━━━━━ Provided material
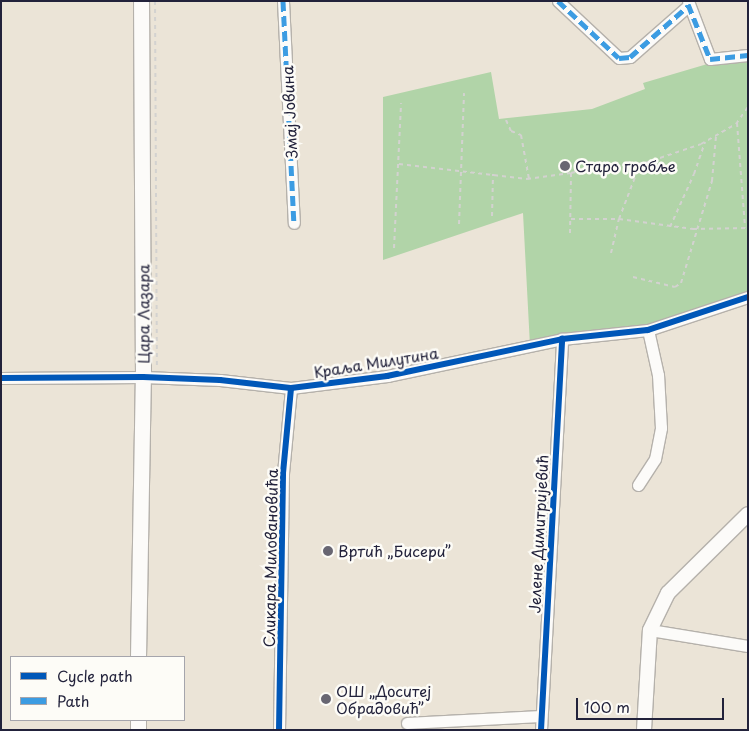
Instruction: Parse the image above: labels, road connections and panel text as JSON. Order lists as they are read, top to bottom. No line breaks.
{"streets":{"main road":["Цара Лазара"],"street":["Змај Јовина","Краља Милутина","Јелене Димитријевић","Сликара Миловановића"]},"crossings":[["Цара Лазара","Краља Милутина"],["Краља Милутина","Јелене Димитријевић"],["Краља Милутина","Сликара Миловановића"]],"places":["Старо гробље","Вртић „Бисери”","ОШ „Доситеј Обрадовић”"],"legend":["Cycle path","Path"],"scale_bar":"100 m"}
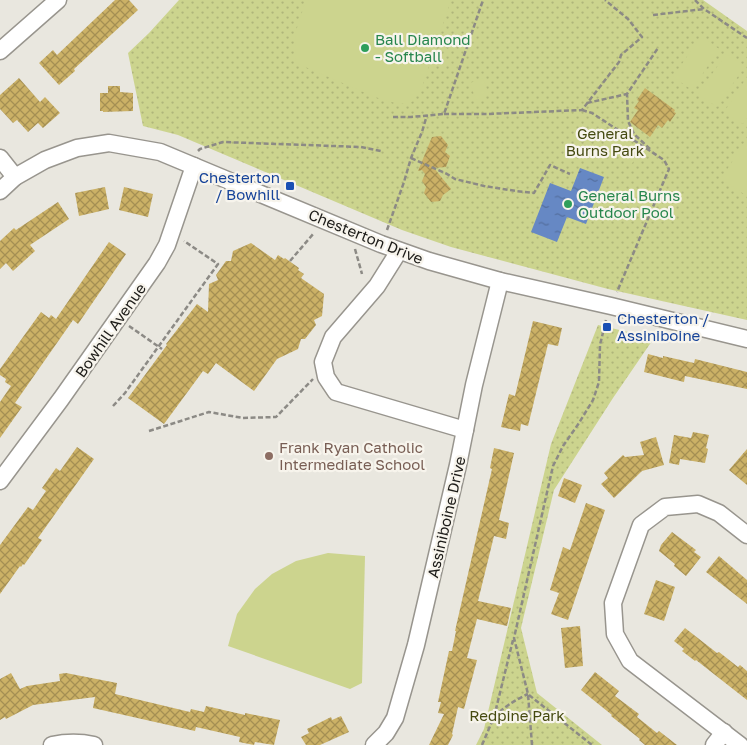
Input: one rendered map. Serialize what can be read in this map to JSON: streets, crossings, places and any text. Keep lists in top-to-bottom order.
{
  "streets": {
    "street": ["Chesterton Drive", "Bowhill Avenue", "Assiniboine Drive"]
  },
  "crossings": [
    ["Chesterton Drive", "Bowhill Avenue"],
    ["Chesterton Drive", "Assiniboine Drive"]
  ],
  "parks": ["General Burns Park", "Redpine Park"],
  "places": {
    "other": ["Ball Diamond - Softball", "General Burns Outdoor Pool", "Frank Ryan Catholic Intermediate School"],
    "transit": ["Chesterton / Bowhill", "Chesterton / Assiniboine"]
  }
}
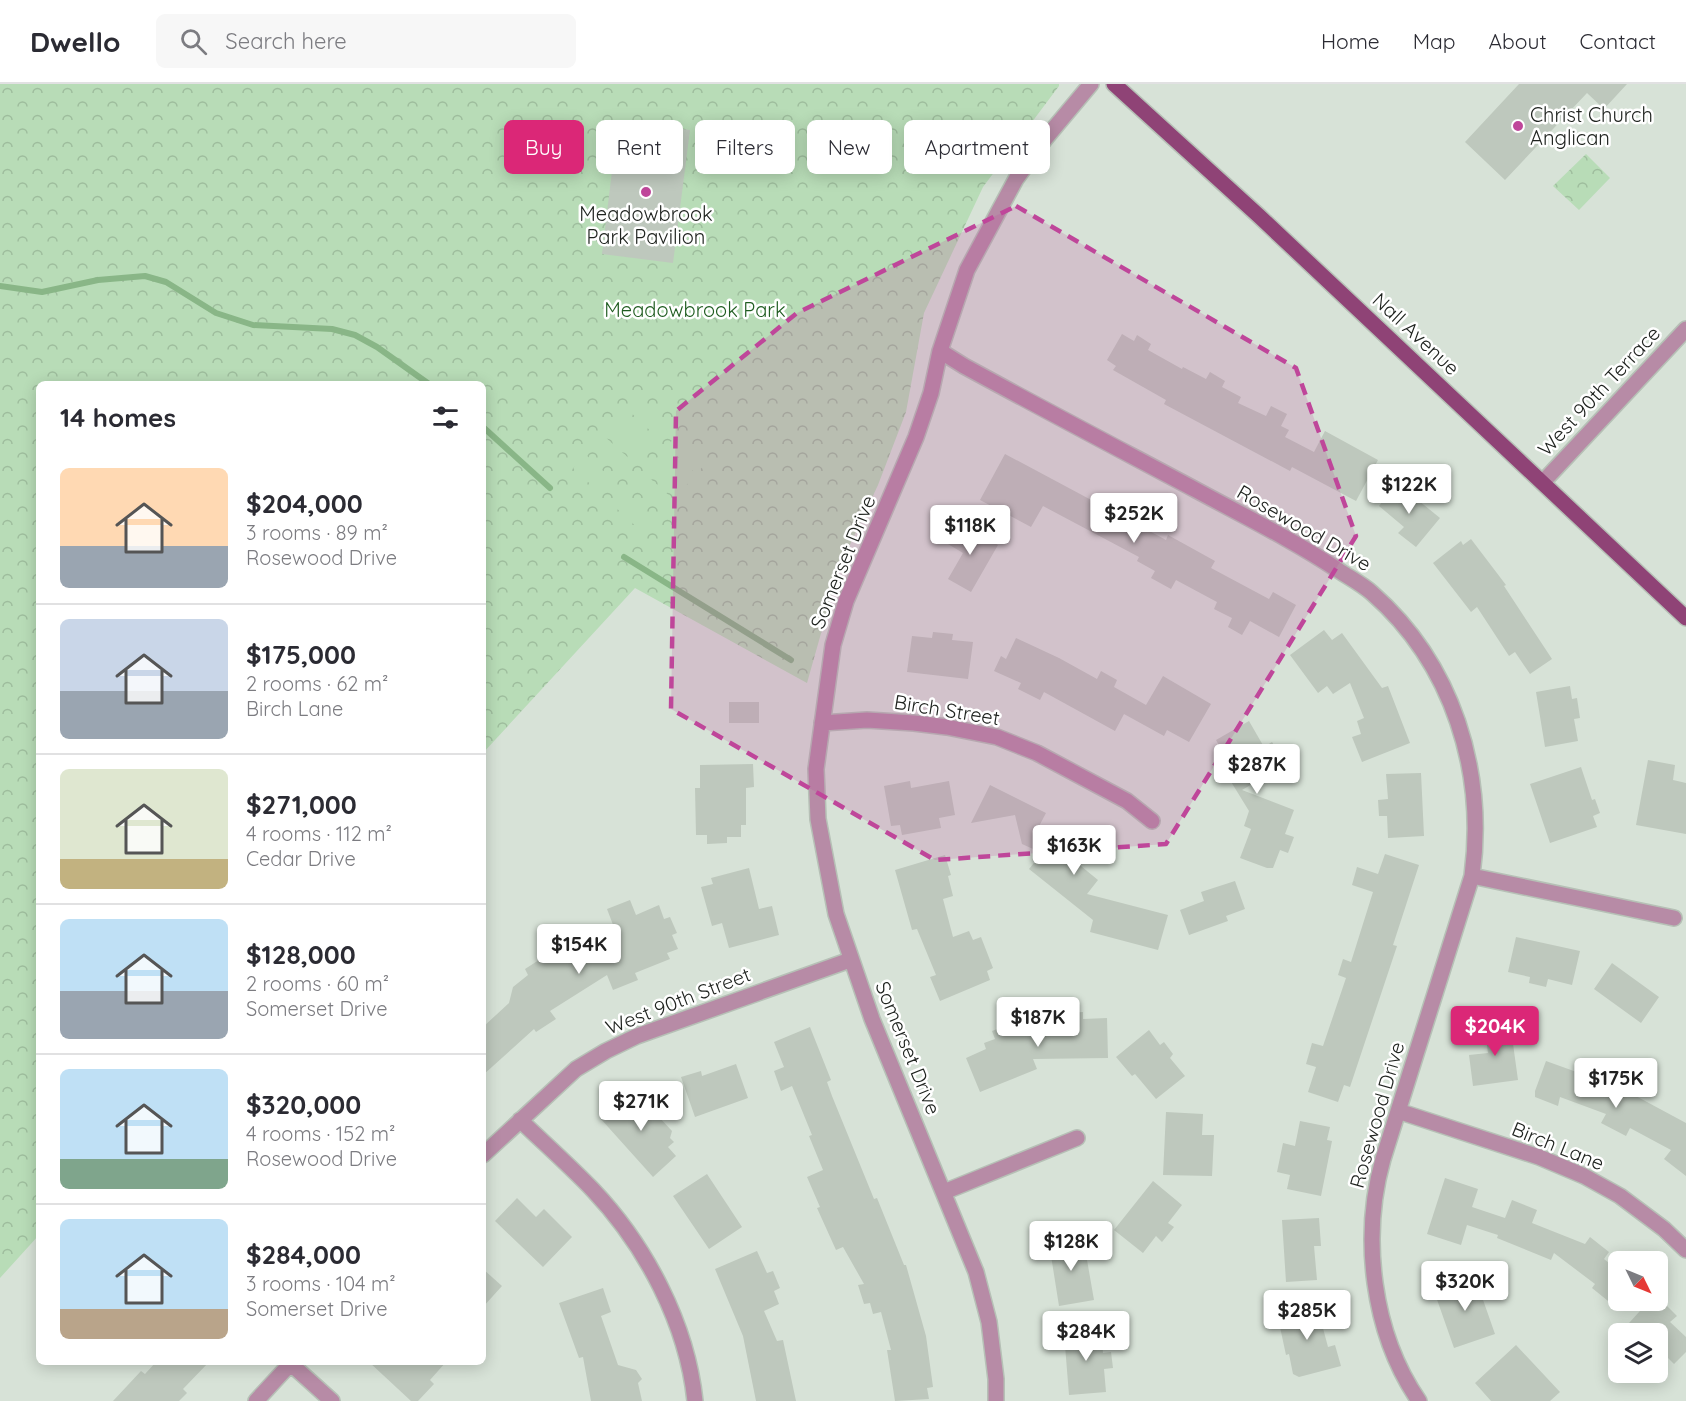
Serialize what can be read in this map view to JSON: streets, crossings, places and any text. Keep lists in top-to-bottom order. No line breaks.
{"streets":{"main road":["Nall Avenue"],"street":["West 90th Terrace","Rosewood Drive","Somerset Drive","Birch Street","West 90th Street","Birch Lane"]},"crossings":[["Nall Avenue","West 90th Terrace"],["Rosewood Drive","Somerset Drive"],["Rosewood Drive","Birch Lane"],["Somerset Drive","Birch Street"],["Somerset Drive","West 90th Street"]],"parks":["Meadowbrook Park"],"places":["Christ Church Anglican","Meadowbrook Park Pavilion"],"north":"bottom right","page":{"header":"Dwello","search":"Search here","nav":["Home","Map","About","Contact"],"chip":["Buy","Rent","Filters","New","Apartment"],"heading":"14 homes","list":[{"name":"$204,000","note":"3 rooms · 89 m² · Rosewood Drive"},{"name":"$175,000","note":"2 rooms · 62 m² · Birch Lane"},{"name":"$271,000","note":"4 rooms · 112 m² · Cedar Drive"},{"name":"$128,000","note":"2 rooms · 60 m² · Somerset Drive"},{"name":"$320,000","note":"4 rooms · 152 m² · Rosewood Drive"},{"name":"$284,000","note":"3 rooms · 104 m² · Somerset Drive"}],"price":["$122K","$252K","$118K","$287K","$163K","$154K","$187K","$204K","$175K","$271K","$128K","$320K","$285K","$284K"]}}
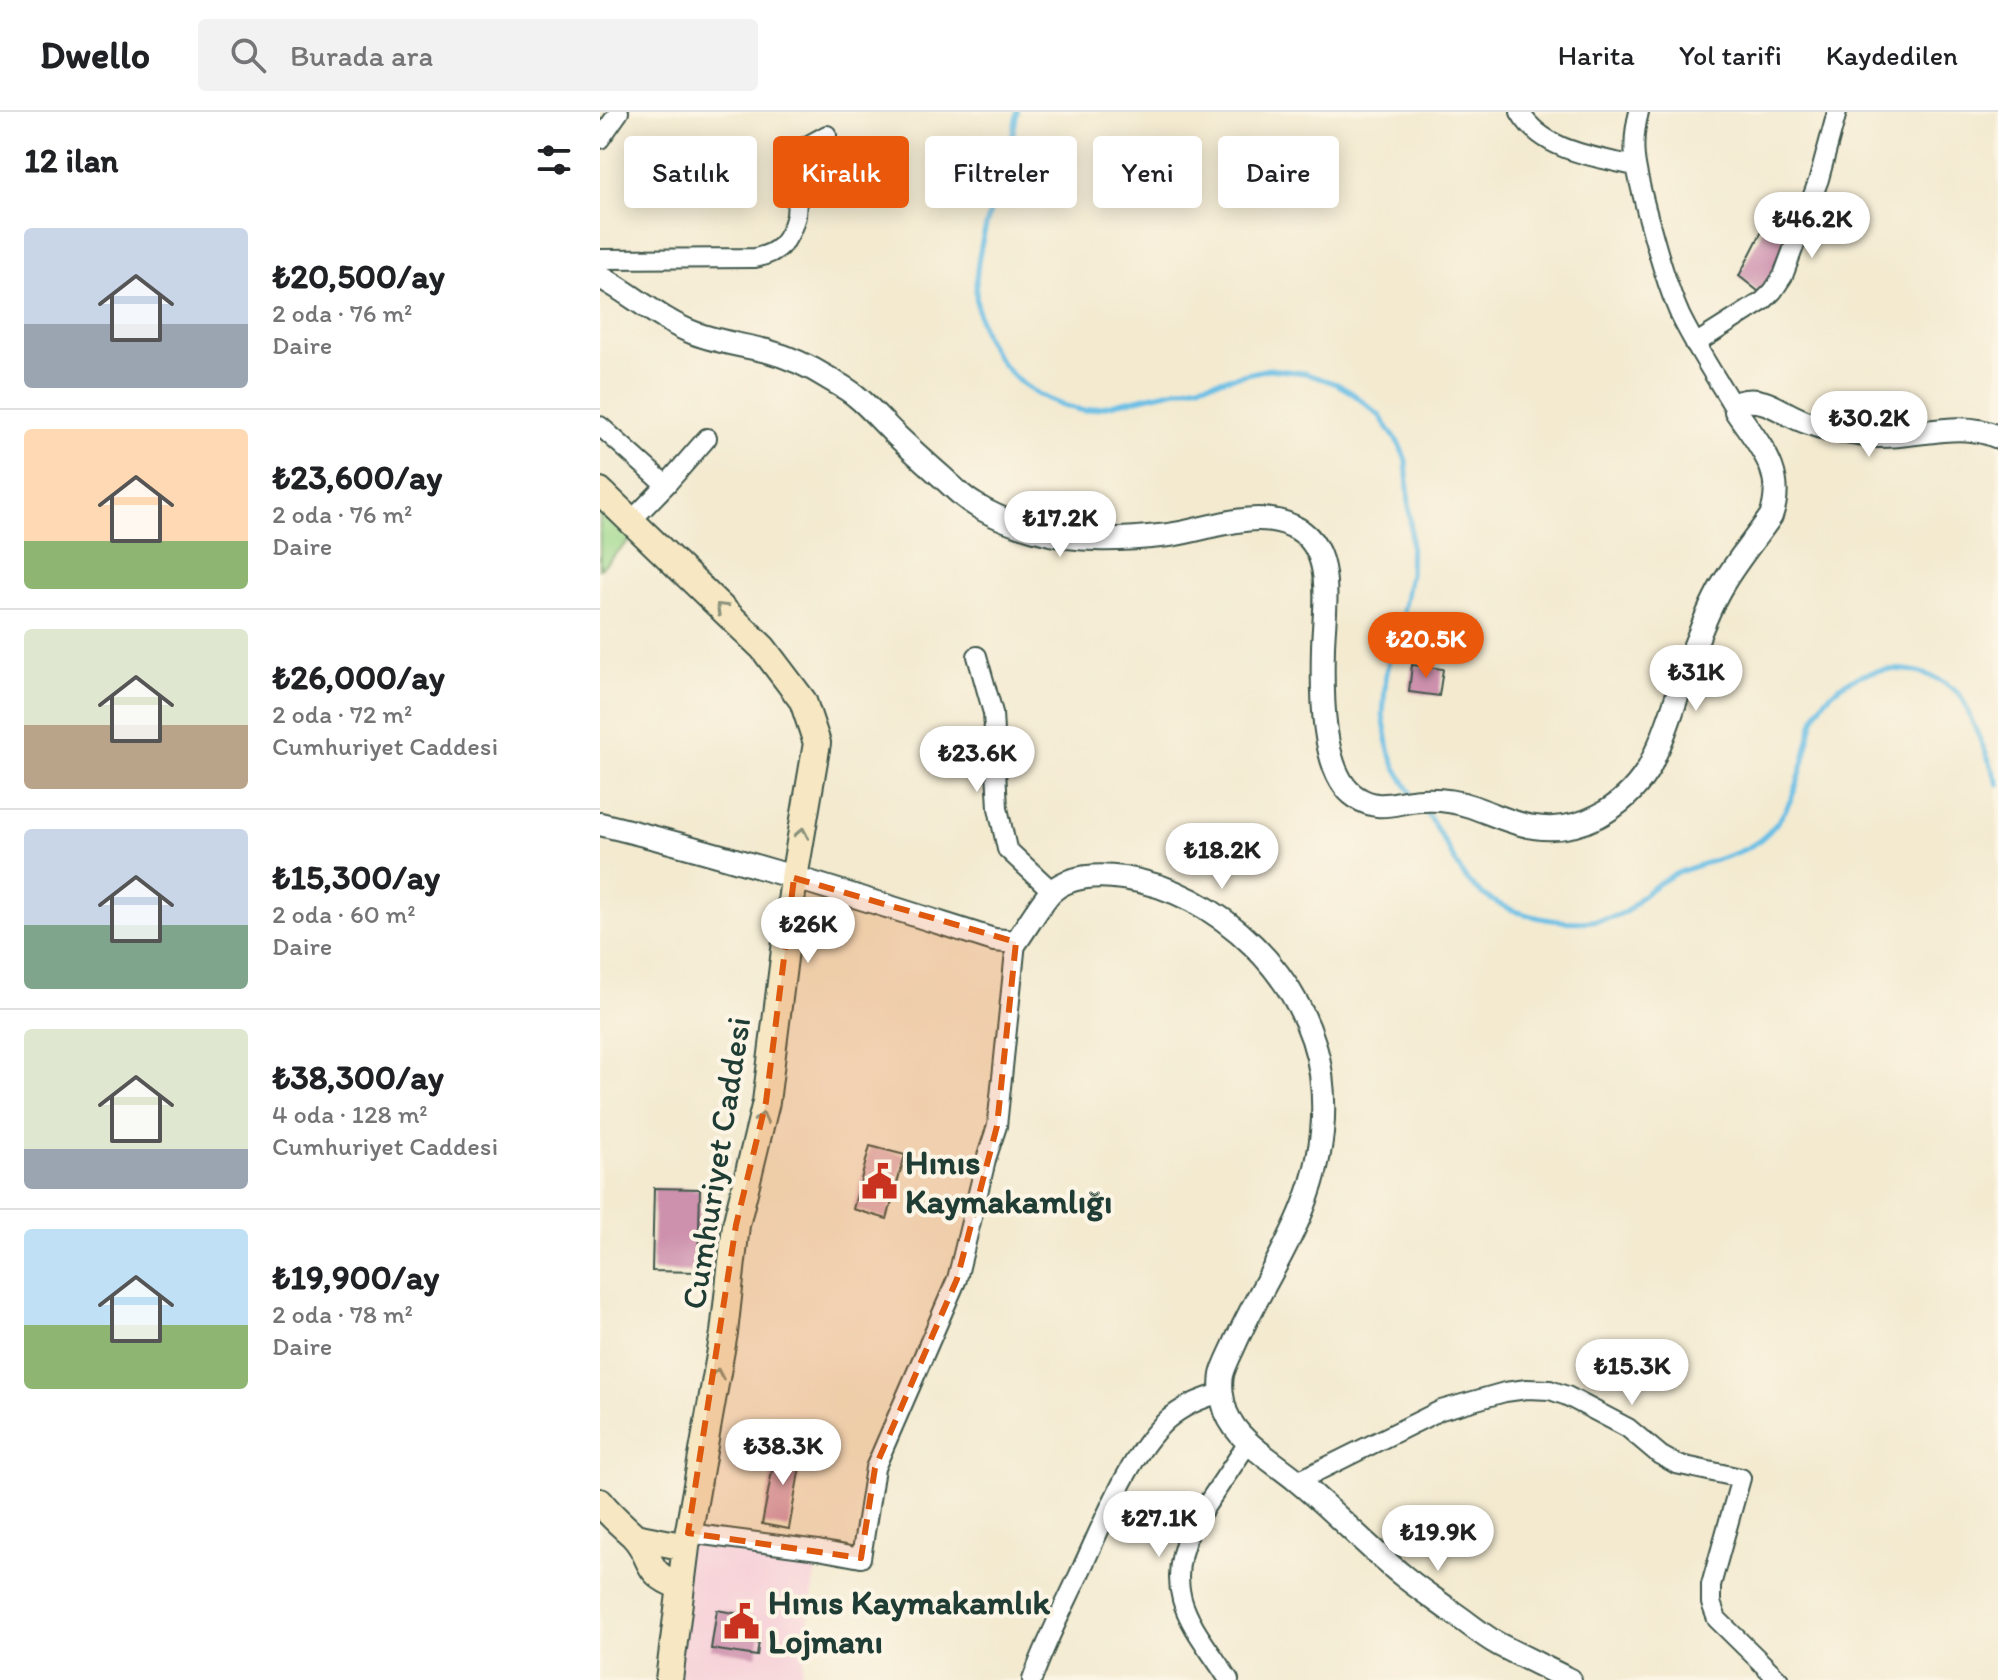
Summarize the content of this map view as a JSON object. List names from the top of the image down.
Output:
━━━━━━━━━━
When you write out the material again, keep every word exact and omit the pictures.

=== Solution to this problem ===
Instruction: Parse the image above: labels, road connections and panel text as JSON. Order lists as they are read, top to bottom. No line breaks.
{"streets":{"main road":["Цара Лазара"],"street":["Змај Јовина","Краља Милутина","Јелене Димитријевић","Сликара Миловановића"]},"crossings":[["Цара Лазара","Краља Милутина"],["Краља Милутина","Јелене Димитријевић"],["Краља Милутина","Сликара Миловановића"]],"places":["Старо гробље","Вртић „Бисери”","ОШ „Доситеј Обрадовић”"],"legend":["Cycle path","Path"],"scale_bar":"100 m"}
Input: one rendered map. Serialize what can be read in this map to JSON: streets, crossings, places and any text. Keep lists in top-to-bottom order.
{
  "streets": {
    "street": ["Chesterton Drive", "Bowhill Avenue", "Assiniboine Drive"]
  },
  "crossings": [
    ["Chesterton Drive", "Bowhill Avenue"],
    ["Chesterton Drive", "Assiniboine Drive"]
  ],
  "parks": ["General Burns Park", "Redpine Park"],
  "places": {
    "other": ["Ball Diamond - Softball", "General Burns Outdoor Pool", "Frank Ryan Catholic Intermediate School"],
    "transit": ["Chesterton / Bowhill", "Chesterton / Assiniboine"]
  }
}
Serialize what can be read in this map view to JSON: streets, crossings, places and any text. Keep lists in top-to-bottom order. No line breaks.
{"streets":{"main road":["Nall Avenue"],"street":["West 90th Terrace","Rosewood Drive","Somerset Drive","Birch Street","West 90th Street","Birch Lane"]},"crossings":[["Nall Avenue","West 90th Terrace"],["Rosewood Drive","Somerset Drive"],["Rosewood Drive","Birch Lane"],["Somerset Drive","Birch Street"],["Somerset Drive","West 90th Street"]],"parks":["Meadowbrook Park"],"places":["Christ Church Anglican","Meadowbrook Park Pavilion"],"north":"bottom right","page":{"header":"Dwello","search":"Search here","nav":["Home","Map","About","Contact"],"chip":["Buy","Rent","Filters","New","Apartment"],"heading":"14 homes","list":[{"name":"$204,000","note":"3 rooms · 89 m² · Rosewood Drive"},{"name":"$175,000","note":"2 rooms · 62 m² · Birch Lane"},{"name":"$271,000","note":"4 rooms · 112 m² · Cedar Drive"},{"name":"$128,000","note":"2 rooms · 60 m² · Somerset Drive"},{"name":"$320,000","note":"4 rooms · 152 m² · Rosewood Drive"},{"name":"$284,000","note":"3 rooms · 104 m² · Somerset Drive"}],"price":["$122K","$252K","$118K","$287K","$163K","$154K","$187K","$204K","$175K","$271K","$128K","$320K","$285K","$284K"]}}
Summarize the content of this map view as a JSON object. List names from the top of the image down.
Output:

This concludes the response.